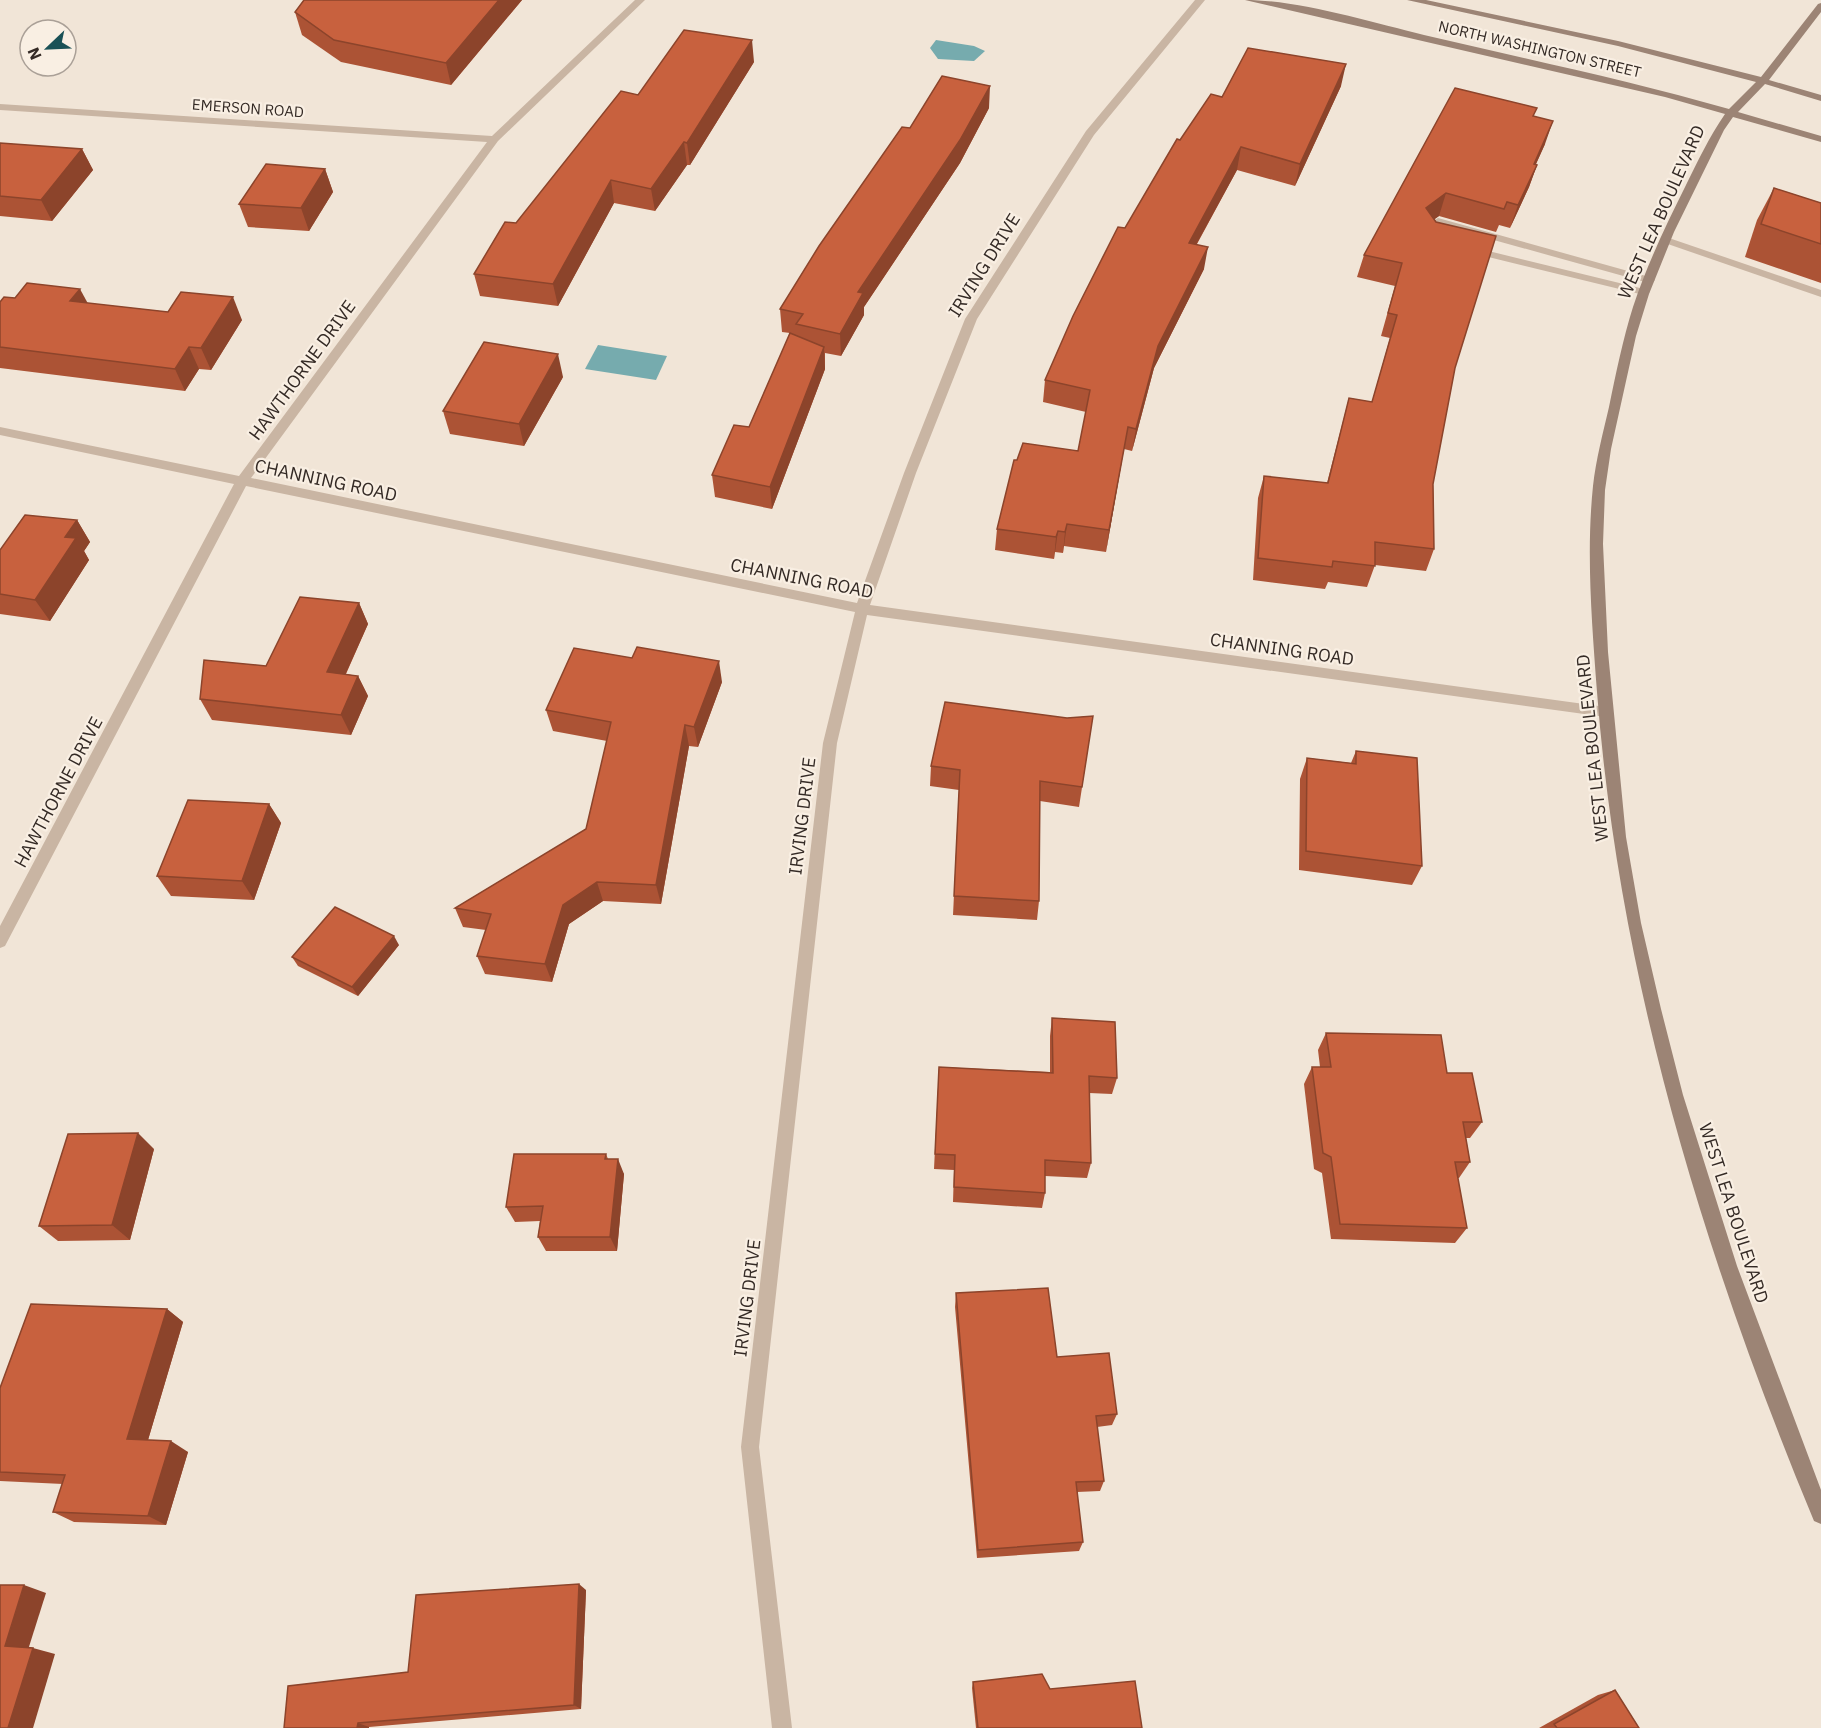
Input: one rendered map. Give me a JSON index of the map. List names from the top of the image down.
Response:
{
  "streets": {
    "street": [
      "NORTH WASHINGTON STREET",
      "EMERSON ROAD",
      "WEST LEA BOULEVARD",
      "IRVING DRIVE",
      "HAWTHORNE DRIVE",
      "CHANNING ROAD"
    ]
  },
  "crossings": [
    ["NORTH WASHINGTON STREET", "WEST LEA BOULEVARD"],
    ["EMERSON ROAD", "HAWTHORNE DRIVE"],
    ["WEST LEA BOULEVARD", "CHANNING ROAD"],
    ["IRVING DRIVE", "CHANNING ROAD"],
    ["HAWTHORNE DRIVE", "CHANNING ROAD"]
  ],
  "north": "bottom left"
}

==

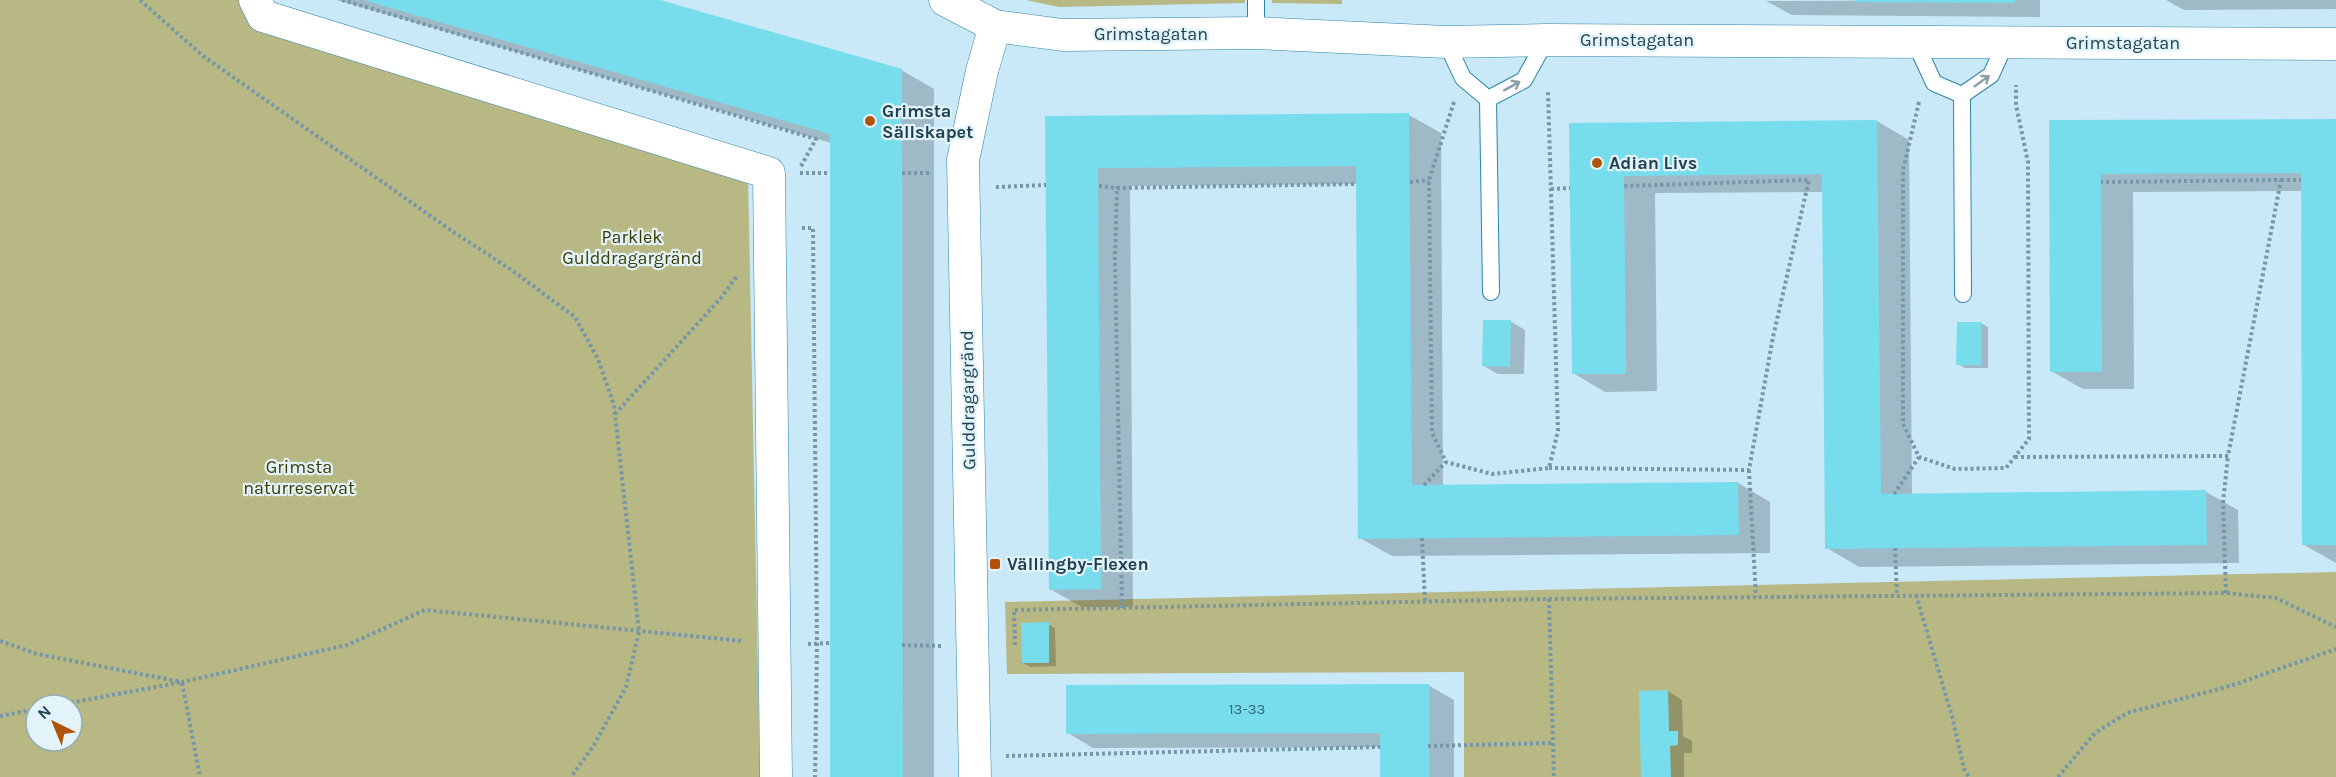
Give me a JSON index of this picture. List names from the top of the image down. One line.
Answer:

...

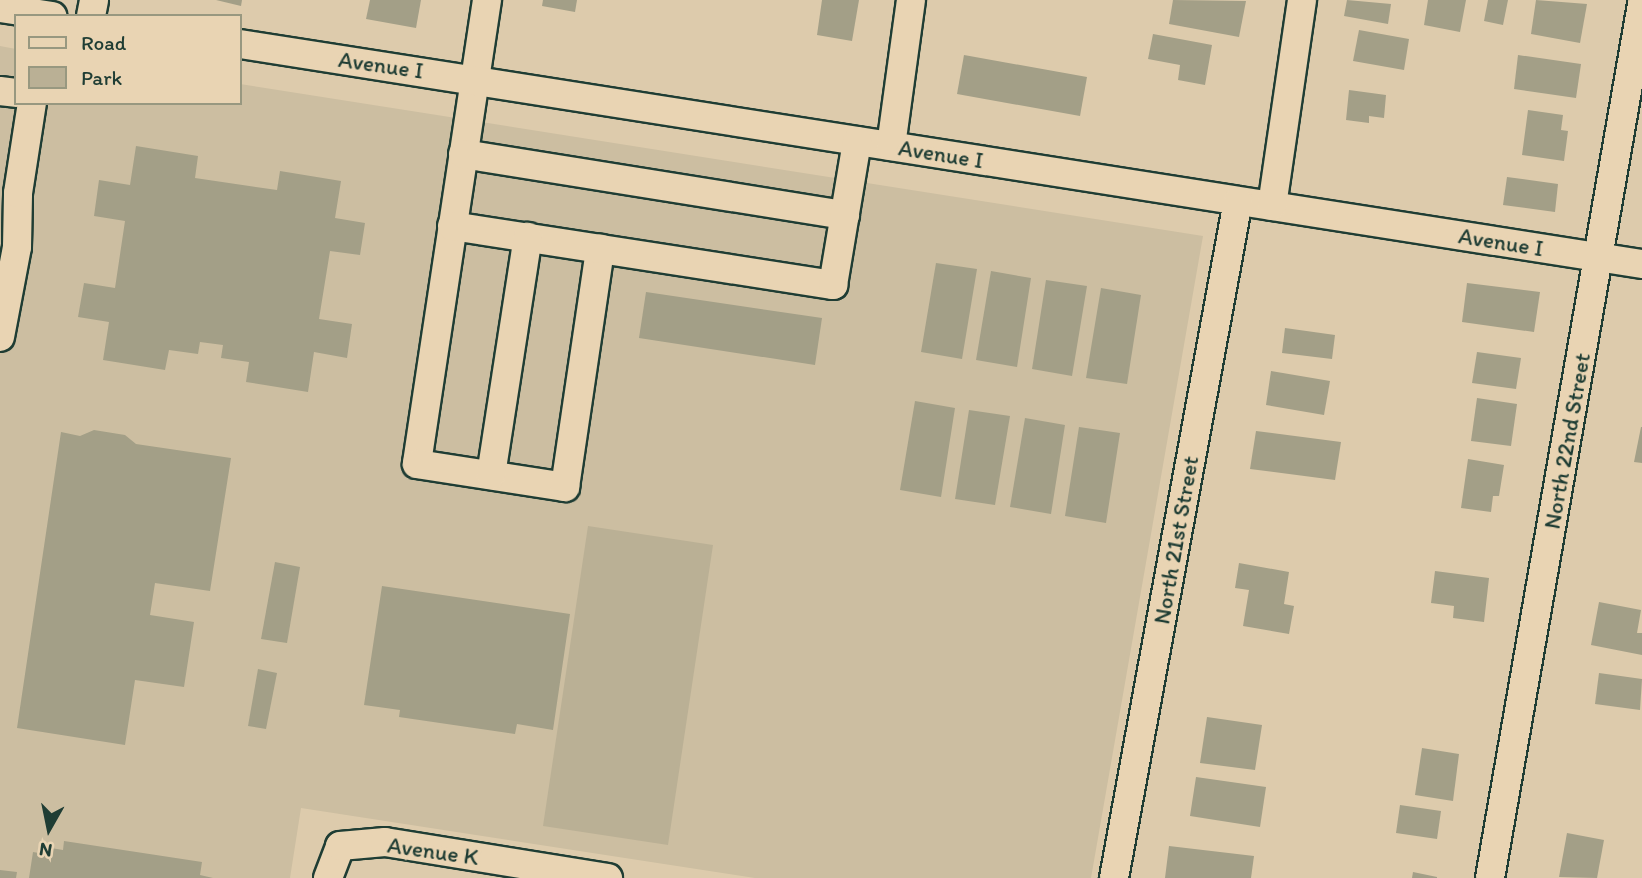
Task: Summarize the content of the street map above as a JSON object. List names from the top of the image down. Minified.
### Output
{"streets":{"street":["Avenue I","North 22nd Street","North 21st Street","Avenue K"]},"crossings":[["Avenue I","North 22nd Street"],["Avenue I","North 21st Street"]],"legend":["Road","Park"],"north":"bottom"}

» Work item
Report every line above that has the string "List" in it.

» Solution below
Input: one rendered map. Give me a JSON index of the map. List names from the top of the image down.
Give me a JSON index of this picture. List names from the top of the image down. One line.
Task: Summarize the content of the street map above as a JSON object. List names from the top of the image down. Minified.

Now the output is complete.